[[ RECORDS FOR THE TASK, beginning ]]
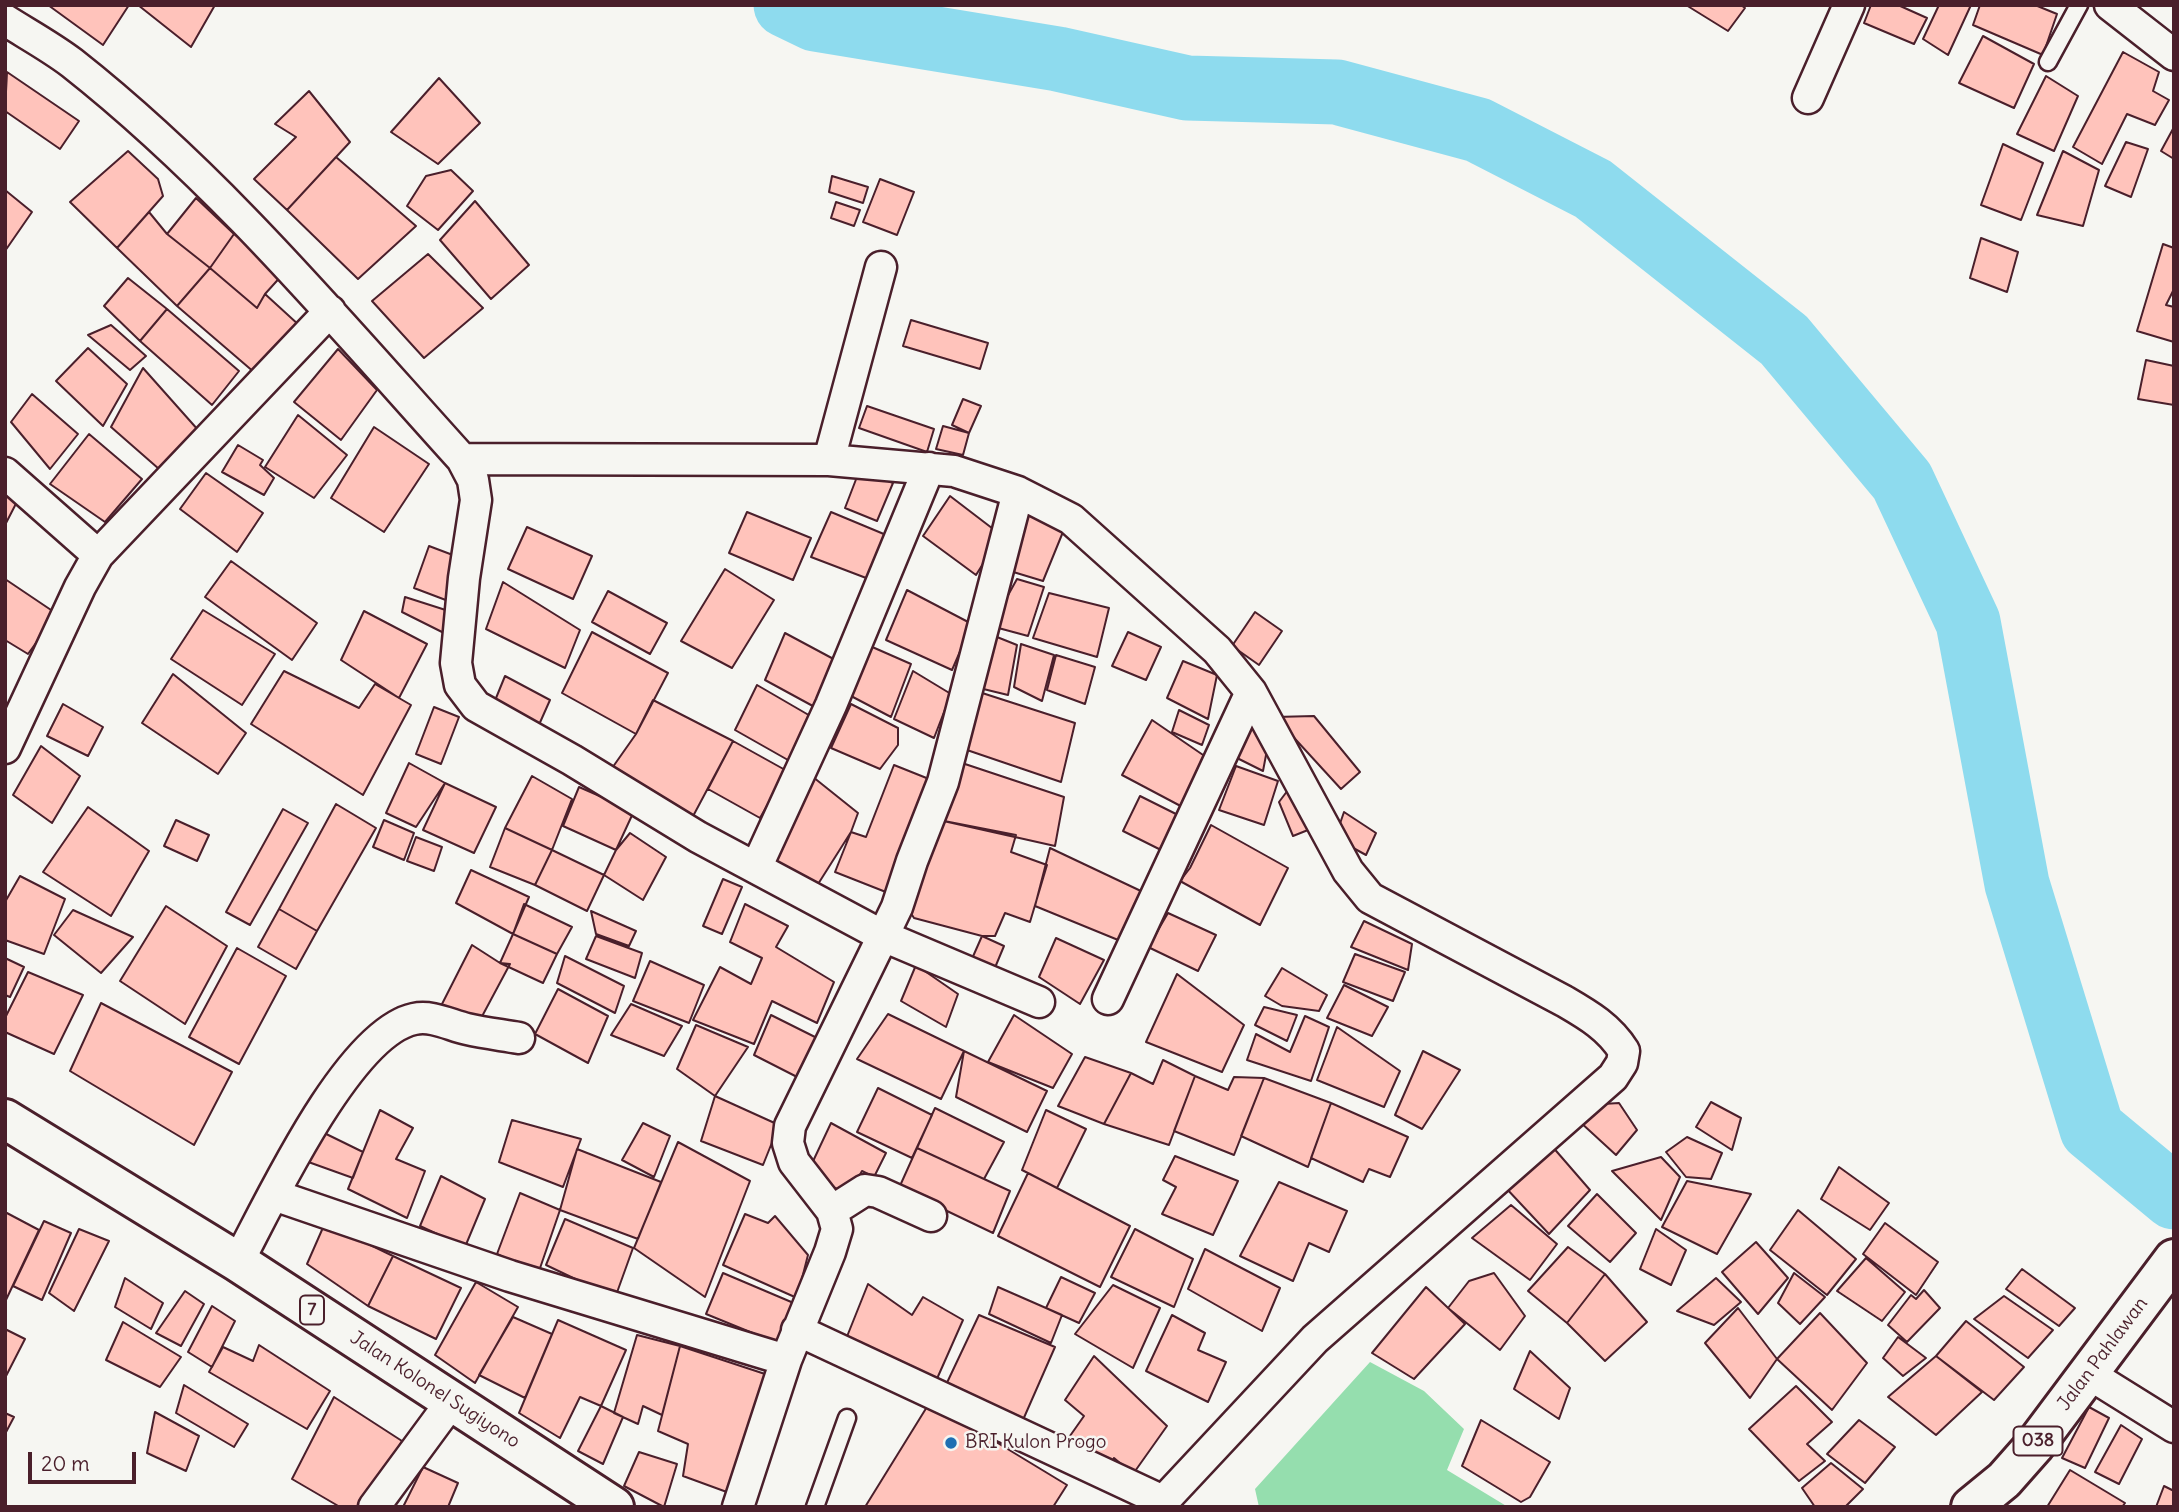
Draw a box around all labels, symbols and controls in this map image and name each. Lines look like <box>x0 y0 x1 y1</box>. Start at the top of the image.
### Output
street label: Jalan Pahlawan <box>2053 1293 2153 1415</box>
road number: 7 <box>300 1296 324 1324</box>
street label: Jalan Kolonel Sugiyono <box>346 1327 524 1453</box>
road number: 038 <box>2014 1426 2062 1456</box>
place label: BRI Kulon Progo <box>965 1432 1106 1454</box>
marker: BRI Kulon Progo <box>943 1435 959 1451</box>
scale bar <box>32 1438 140 1482</box>
text: 20 m <box>41 1450 90 1477</box>

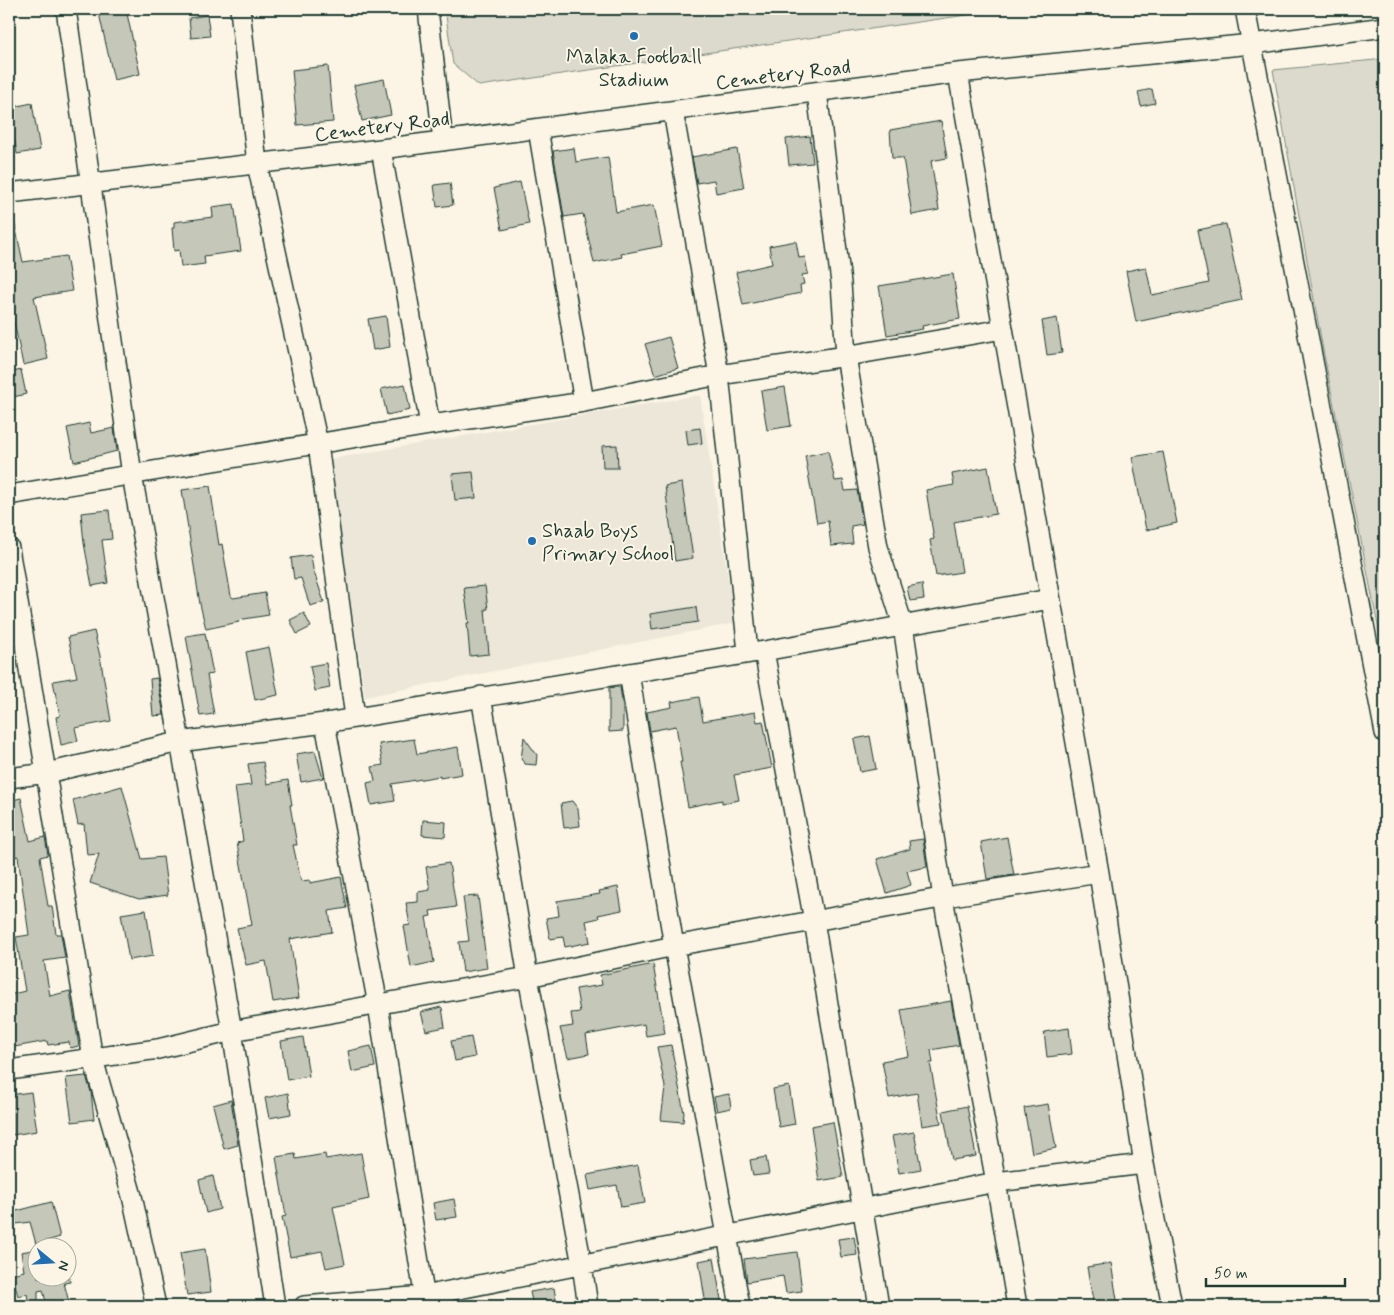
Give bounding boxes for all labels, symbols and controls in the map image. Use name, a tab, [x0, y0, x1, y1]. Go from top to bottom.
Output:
marker: Malaka Football Stadium	[628, 30, 640, 42]
place label: Malaka Football Stadium	[566, 44, 702, 94]
street label: Cemetery Road	[714, 54, 852, 97]
street label: Cemetery Road	[313, 106, 451, 149]
place label: Shaab Boys Primary School	[542, 518, 674, 568]
marker: Shaab Boys Primary School	[526, 535, 538, 547]
north arrow	[28, 1238, 78, 1288]
scale bar	[1206, 1255, 1345, 1287]
text: N	[53, 1258, 73, 1273]
text: 50 m	[1214, 1264, 1248, 1284]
[[ RECORDS FOR THE TASK, end ]]
Give the listing again word for word. Skip any pictures.

Draw a box around all labels, symbols and controls in this map image and name each. Lines look like <box>x0 y0 x1 y1</box>. Start at the top of the image.
### Output
street label: Jalan Pahlawan <box>2053 1293 2153 1415</box>
road number: 7 <box>300 1296 324 1324</box>
street label: Jalan Kolonel Sugiyono <box>346 1327 524 1453</box>
road number: 038 <box>2014 1426 2062 1456</box>
place label: BRI Kulon Progo <box>965 1432 1106 1454</box>
marker: BRI Kulon Progo <box>943 1435 959 1451</box>
scale bar <box>32 1438 140 1482</box>
text: 20 m <box>41 1450 90 1477</box>

Give bounding boxes for all labels, symbols and controls in the map image. Use name, a tab, [x0, y0, x1, y1]. Go from top to bottom.
Output:
marker: Malaka Football Stadium	[628, 30, 640, 42]
place label: Malaka Football Stadium	[566, 44, 702, 94]
street label: Cemetery Road	[714, 54, 852, 97]
street label: Cemetery Road	[313, 106, 451, 149]
place label: Shaab Boys Primary School	[542, 518, 674, 568]
marker: Shaab Boys Primary School	[526, 535, 538, 547]
north arrow	[28, 1238, 78, 1288]
scale bar	[1206, 1255, 1345, 1287]
text: N	[53, 1258, 73, 1273]
text: 50 m	[1214, 1264, 1248, 1284]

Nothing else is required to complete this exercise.